‘If it makes you feel any better,” a network comedy-development executive told me once, “we’re having a hard time launching any comedies on our network.”
This was many years ago during a peacemaking lunch. The network where the executive worked had recently canceled a sitcom I had created, and this lunch was the traditional No hard feelings, right? bread-breaking.
There were hard feelings, to be honest. I felt that the show we did was funny and smart and just needed a little more time to find its audience. Our time slot was among the weakest on the network, our lead-in was faltering, the network didn’t promote us, and yes, I have used these excuses each time I have had a show cancelled, but in this specific instance they happened to apply. Sometimes you get canceled and think, Well, honestly, the show never caught on, and sometimes you get canceled and think, The bastards robbed me. This was one of the bastards robbed me times.
But show business back then was a more stately and collegial enterprise. There were only a handful of places to take a show—four broadcast networks, a few cable outfits, and that was that—so when the lunch invitation came, I put on happy face and headed to an outdoor table at Pinot Bistrot on the corner of Sunset and Gower and prepared to pretend that I was already thinking about the next project. When there were only seven or eight buyers in town, you had to learn to let things go.

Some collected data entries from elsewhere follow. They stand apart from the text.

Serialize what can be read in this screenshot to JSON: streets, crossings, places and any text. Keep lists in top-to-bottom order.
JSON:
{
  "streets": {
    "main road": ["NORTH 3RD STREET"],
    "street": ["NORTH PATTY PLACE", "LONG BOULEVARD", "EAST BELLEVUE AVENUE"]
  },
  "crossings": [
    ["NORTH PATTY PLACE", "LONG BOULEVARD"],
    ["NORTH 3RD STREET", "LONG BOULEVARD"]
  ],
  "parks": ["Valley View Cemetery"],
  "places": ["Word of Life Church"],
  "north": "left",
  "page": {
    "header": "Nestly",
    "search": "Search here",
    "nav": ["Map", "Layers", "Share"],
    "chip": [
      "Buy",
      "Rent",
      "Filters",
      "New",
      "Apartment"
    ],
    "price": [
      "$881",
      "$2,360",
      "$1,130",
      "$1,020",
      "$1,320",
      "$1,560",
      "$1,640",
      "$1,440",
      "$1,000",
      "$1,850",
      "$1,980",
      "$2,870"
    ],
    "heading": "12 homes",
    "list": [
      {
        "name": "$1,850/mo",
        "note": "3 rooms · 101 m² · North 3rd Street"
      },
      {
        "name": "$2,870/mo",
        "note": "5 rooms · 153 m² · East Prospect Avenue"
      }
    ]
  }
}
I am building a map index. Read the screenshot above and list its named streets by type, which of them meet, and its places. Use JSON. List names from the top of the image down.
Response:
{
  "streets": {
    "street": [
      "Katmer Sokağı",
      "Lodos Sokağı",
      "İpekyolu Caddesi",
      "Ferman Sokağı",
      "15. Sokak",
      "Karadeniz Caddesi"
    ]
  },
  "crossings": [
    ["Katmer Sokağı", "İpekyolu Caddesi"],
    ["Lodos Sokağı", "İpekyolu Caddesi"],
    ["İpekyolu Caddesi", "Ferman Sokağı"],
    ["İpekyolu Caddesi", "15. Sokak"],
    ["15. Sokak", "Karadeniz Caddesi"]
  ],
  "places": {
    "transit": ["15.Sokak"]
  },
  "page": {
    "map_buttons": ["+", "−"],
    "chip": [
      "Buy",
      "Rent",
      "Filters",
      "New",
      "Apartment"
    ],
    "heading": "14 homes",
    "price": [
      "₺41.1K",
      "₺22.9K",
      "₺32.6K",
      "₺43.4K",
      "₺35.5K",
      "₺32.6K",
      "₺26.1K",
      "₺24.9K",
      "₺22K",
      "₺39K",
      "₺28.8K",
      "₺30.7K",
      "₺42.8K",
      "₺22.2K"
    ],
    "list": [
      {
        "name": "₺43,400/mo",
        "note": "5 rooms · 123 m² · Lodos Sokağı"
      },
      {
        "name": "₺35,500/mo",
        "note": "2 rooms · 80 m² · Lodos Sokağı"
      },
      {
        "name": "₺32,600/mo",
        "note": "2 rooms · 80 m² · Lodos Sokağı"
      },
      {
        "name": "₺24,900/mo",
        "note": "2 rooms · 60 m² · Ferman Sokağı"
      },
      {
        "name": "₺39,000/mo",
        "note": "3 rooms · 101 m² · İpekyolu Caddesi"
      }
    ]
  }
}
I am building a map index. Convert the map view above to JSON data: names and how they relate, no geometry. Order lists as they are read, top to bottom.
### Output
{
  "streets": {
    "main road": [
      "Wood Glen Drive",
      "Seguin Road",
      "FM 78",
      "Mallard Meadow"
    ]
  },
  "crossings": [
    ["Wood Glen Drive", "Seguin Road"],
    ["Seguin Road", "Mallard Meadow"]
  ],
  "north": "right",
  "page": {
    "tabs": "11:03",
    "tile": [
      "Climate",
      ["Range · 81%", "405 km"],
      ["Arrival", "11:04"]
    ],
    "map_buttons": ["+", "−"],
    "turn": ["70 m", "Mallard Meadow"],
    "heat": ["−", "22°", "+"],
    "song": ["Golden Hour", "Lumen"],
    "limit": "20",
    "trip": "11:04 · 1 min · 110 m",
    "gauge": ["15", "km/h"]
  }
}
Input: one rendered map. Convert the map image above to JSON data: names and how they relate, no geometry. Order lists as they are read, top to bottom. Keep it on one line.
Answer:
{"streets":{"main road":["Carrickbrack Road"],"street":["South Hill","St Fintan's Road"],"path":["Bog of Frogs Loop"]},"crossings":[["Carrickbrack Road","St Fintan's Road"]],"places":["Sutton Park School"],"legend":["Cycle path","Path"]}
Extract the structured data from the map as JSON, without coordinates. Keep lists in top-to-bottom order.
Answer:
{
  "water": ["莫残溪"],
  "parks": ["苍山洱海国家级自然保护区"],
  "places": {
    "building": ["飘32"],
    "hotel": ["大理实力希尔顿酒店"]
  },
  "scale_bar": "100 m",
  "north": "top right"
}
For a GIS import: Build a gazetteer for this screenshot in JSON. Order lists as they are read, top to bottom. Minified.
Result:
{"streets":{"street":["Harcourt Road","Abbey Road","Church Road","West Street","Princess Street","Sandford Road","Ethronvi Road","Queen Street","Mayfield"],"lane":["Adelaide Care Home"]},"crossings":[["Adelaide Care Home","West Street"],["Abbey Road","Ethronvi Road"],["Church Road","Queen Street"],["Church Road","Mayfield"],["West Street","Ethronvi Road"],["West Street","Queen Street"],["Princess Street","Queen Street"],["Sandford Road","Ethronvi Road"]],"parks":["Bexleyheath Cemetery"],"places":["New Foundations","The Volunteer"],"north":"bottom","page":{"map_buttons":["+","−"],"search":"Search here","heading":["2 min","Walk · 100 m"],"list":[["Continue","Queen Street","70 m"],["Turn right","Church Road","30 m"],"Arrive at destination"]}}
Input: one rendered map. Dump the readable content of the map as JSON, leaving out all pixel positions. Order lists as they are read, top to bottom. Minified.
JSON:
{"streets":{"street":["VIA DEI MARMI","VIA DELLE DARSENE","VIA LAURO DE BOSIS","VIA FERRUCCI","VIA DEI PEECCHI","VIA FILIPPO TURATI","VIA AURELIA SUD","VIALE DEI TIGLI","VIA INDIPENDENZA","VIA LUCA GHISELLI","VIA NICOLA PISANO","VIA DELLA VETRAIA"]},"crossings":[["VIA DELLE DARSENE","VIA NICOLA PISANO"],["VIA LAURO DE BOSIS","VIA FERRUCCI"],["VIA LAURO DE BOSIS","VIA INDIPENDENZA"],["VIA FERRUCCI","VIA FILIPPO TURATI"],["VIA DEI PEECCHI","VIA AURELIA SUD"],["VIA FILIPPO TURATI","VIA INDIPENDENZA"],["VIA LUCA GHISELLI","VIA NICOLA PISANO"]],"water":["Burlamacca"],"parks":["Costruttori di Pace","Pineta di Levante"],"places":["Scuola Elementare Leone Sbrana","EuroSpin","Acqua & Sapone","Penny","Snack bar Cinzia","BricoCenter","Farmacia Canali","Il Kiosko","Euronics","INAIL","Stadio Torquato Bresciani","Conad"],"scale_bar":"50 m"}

It was going pretty well until the executive asked me why I thought sitcoms were having such trouble capturing an audience. What I should have said was something anodyne but upbeat, something like Hey, it’s all cyclical. But what I said instead was this:
“You know what’s working right now? Reality shows. That and one-hour dramas. Want to know why? Because when you shoot a drama, you have five days to shoot the whole thing. You have a table reading, and then you have to start shooting right away. There’s no time for a lot of network notes. And reality shows? It happens as it happens—there aren’t any script notes or retakes. But comedy? With comedies, you guys are on us every second. After the table reading there’s a note session, then another rewrite, then more notes, then another rewrite, then more notes, then notes after a run-through on the stage, then more notes as we’re shooting. So think about it,” I wound up. “The shows that are working the best for you are the shows where you have the least input. And what’s failing are the shows where you have the most.”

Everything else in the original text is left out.